** Opening Available data block **

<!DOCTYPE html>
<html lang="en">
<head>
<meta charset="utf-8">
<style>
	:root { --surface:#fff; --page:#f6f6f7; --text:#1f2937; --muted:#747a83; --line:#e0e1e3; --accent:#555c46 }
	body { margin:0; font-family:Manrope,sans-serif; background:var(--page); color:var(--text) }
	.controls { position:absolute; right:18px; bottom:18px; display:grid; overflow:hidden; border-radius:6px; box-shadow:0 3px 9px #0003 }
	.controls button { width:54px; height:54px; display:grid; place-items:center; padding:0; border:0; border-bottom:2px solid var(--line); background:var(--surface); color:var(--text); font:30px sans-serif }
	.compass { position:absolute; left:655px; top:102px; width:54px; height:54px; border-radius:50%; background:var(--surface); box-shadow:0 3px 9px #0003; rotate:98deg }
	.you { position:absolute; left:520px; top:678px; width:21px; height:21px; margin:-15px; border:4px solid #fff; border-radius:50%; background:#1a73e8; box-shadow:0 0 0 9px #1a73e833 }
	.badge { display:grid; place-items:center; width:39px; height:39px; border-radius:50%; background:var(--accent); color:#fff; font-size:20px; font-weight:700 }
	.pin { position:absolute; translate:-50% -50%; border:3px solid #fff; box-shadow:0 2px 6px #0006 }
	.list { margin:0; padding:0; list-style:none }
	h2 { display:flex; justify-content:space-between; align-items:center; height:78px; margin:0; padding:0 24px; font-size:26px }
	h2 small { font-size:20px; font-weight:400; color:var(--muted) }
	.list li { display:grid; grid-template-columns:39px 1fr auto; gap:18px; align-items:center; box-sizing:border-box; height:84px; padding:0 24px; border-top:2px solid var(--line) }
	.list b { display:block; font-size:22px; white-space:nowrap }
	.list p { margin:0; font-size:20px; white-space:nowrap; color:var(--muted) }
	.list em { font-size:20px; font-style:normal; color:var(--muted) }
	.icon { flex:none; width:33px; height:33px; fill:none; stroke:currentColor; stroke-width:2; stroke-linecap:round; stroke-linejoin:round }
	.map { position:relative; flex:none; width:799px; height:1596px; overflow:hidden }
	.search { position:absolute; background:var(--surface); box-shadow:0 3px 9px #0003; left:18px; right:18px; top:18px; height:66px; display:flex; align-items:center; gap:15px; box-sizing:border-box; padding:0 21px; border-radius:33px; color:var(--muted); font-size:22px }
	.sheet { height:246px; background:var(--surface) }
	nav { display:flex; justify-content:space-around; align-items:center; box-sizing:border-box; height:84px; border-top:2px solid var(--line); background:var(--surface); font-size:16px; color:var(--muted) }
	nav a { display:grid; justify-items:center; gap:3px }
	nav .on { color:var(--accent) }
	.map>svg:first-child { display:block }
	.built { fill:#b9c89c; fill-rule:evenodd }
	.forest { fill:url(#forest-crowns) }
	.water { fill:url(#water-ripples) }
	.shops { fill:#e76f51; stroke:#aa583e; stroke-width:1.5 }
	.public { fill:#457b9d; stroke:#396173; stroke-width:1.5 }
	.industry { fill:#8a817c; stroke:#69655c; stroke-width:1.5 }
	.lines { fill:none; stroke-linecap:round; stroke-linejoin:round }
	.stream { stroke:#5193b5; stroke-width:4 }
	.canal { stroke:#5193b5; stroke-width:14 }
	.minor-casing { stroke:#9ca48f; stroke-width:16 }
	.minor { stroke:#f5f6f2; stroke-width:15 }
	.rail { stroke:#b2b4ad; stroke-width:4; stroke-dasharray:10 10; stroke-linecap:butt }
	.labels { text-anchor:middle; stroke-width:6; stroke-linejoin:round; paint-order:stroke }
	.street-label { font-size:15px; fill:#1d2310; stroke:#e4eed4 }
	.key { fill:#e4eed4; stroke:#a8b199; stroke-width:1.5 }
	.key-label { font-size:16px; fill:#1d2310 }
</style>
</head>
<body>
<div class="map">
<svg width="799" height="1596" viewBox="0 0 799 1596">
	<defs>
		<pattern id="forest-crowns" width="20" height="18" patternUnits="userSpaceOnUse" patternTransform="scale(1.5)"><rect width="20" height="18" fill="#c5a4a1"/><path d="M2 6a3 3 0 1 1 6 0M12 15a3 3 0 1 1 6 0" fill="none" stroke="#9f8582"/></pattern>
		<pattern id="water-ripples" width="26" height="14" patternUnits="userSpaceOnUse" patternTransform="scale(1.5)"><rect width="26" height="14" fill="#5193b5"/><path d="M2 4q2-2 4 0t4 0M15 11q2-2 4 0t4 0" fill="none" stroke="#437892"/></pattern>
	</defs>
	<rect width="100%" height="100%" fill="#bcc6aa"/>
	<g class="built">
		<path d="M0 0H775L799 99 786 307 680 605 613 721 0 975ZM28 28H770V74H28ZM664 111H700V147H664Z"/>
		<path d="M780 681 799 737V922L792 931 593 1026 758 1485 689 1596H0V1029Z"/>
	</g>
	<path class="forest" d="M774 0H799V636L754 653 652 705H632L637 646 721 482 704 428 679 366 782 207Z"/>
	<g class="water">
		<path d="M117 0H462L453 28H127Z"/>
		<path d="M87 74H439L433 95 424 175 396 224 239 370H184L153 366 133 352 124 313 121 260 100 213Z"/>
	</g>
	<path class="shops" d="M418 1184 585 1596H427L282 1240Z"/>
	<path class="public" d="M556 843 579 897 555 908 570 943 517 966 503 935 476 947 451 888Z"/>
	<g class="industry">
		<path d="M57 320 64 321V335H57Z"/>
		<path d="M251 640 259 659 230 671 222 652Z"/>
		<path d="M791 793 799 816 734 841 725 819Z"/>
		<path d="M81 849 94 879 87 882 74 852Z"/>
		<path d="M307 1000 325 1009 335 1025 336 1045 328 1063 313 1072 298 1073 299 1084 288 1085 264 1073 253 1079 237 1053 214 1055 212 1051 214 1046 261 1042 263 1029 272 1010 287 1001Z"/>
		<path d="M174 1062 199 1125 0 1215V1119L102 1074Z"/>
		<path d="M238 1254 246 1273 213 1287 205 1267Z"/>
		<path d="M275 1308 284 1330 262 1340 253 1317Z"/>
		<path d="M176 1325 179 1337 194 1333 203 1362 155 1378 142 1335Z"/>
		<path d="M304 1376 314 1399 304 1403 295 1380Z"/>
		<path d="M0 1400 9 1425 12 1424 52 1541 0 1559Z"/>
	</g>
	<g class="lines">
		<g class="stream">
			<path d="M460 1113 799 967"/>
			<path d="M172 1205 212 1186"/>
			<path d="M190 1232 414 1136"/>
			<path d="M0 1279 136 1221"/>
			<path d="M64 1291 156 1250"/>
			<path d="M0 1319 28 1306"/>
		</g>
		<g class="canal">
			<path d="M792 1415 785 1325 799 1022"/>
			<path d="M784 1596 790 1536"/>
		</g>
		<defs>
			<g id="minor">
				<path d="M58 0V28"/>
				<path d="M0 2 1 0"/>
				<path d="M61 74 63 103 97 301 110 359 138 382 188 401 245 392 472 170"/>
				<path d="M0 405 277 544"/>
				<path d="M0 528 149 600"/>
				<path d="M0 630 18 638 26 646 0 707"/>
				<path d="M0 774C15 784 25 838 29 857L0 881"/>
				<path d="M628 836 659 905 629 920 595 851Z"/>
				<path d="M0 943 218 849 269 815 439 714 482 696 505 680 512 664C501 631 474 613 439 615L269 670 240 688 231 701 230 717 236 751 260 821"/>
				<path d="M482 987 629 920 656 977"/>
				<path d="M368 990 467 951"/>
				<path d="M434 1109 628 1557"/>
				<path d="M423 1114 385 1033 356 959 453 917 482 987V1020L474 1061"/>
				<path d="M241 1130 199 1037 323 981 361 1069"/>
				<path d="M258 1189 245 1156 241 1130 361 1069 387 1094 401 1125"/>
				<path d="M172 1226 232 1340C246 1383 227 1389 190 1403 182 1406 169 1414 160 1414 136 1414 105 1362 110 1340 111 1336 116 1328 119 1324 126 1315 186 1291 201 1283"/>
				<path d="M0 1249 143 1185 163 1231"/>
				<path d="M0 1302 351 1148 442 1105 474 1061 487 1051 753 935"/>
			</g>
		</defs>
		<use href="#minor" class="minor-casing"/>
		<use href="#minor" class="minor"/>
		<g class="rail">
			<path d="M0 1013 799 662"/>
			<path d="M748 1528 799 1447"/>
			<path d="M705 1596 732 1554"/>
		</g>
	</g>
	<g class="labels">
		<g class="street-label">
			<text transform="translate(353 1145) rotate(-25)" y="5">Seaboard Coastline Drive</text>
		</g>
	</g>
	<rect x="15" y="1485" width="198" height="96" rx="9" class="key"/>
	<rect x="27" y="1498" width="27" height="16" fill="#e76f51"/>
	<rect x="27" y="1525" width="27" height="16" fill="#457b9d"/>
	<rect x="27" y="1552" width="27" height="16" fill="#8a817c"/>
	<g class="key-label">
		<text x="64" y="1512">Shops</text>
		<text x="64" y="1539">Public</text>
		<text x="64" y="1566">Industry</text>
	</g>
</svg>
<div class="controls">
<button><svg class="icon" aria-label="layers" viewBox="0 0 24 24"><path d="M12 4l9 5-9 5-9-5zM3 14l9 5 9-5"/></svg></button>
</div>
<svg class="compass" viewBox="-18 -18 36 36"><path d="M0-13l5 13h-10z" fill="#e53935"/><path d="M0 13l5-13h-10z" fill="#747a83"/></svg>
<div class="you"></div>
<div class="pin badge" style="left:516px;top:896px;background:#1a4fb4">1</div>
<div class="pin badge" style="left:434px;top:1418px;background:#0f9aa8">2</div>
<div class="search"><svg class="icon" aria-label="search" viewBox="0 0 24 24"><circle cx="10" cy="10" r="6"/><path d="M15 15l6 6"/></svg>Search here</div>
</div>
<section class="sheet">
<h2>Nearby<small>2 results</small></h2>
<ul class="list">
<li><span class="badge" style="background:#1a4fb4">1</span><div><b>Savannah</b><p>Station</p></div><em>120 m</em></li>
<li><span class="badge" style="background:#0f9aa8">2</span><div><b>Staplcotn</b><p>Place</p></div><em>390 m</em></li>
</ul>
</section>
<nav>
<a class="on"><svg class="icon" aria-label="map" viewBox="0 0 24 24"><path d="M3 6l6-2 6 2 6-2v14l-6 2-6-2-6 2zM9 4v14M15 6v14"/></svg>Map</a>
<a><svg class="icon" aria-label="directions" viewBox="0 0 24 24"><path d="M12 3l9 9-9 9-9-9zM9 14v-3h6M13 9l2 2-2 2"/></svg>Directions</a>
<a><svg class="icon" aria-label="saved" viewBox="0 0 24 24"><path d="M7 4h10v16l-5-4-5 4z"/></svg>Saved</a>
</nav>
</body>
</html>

** Closing Available data block **

The reply should consist solely of the lines above from the one that has "display:grid; grid-template-columns:39px 1fr" through the one that has "display:block; font-size:22px; white-space:nowrap", reproduced exactly.

Completed exercise =>
	.list li { display:grid; grid-template-columns:39px 1fr auto; gap:18px; align-items:center; box-sizing:border-box; height:84px; padding:0 24px; border-top:2px solid var(--line) }
	.list b { display:block; font-size:22px; white-space:nowrap }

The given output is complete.